YOGYAKARTA – Dinas Pemberdayaan Perempuan, Perlindungan
Anak, dan Pengendalian Penduduk (DP3AP2) Daerah Istimewa Yogyakarta
menyelenggarakan kegiatan Koordinasi dan Verifikasi Data Perlindungan Perempuan
dan Anak pada Rabu, 17 Juni 2026. Kegiatan ini diikuti oleh petugas data Sistem
Informasi Gender dan Anak (SIGA) DIY dari UPT PPA, rumah sakit, dan polres di
wilayah kabupaten dan kota, serta bertujuan untuk menyelaraskan data antara
layanan yang telah diberikan oleh lembaga layanan dengan data yang telah
diinput ke dalam sistem, sebelum ekspose data dijadwalkan pada bulan Juli 2026.

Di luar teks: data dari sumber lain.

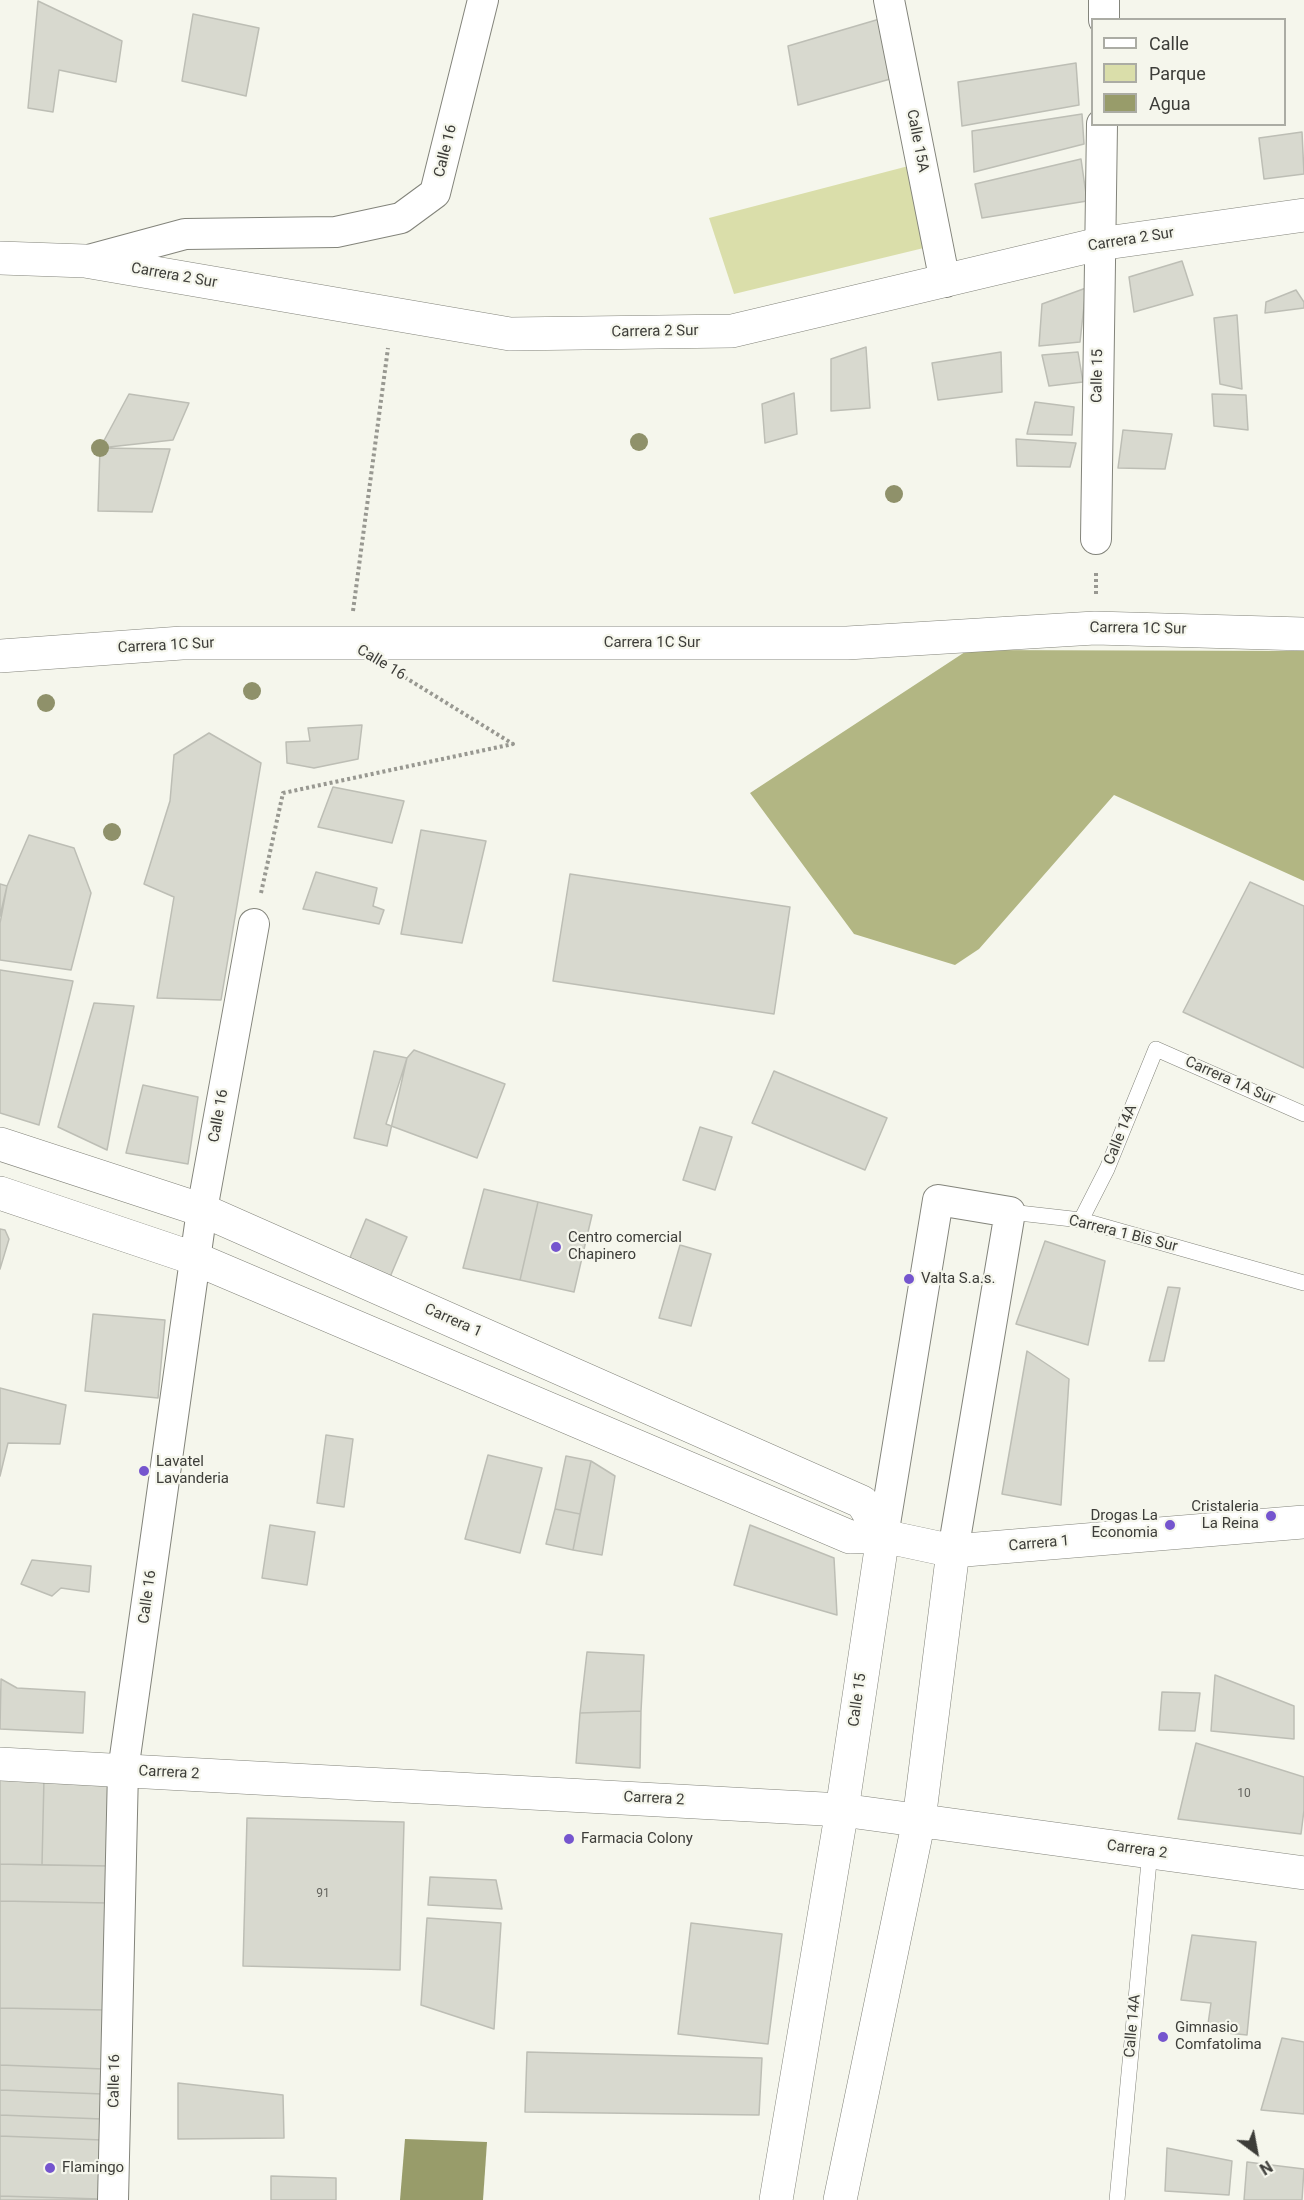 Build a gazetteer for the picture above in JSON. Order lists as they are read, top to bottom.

Plt. Kepala Bidang Perlindungan Perempuan dan Perlindungan
Khusus Anak (P3KA) DP3AP2 DIY, Arif Nasiruddin, S.Psi., M.A., yang sekaligus
memimpin rapat memaparkan evaluasi kondisi pencatatan dan pelaporan data hingga
17 Juni 2026. Tercatat sebanyak 498 kasus dengan total 906 layanan yang telah
diberikan, sehingga rasio layanan per korban mencapai angka dua — sesuai
harapan bahwa setiap korban mendapatkan layanan yang komprehensif, tidak hanya
satu jenis layanan saja. UPT PPA Sleman menjadi lembaga dengan pencatatan
terbanyak, yakni 118 kasus, disusul UPT Bantul dengan 60 kasus, Rekso Dyah
Utami (RDU) 58 kasus, UPTD PPA Gunungkidul 32 kasus, dan UPTD Kota Yogyakarta
31 kasus. UPT PPA Bantul dan RDU mencatat selisih yang cukup besar antara
jumlah korban dan jumlah layanan yang diberikan, yang mencerminkan tingginya
intensitas pendampingan di kedua lembaga tersebut.
Arif menjelaskan panduan pengentrian yang benar di SIGA.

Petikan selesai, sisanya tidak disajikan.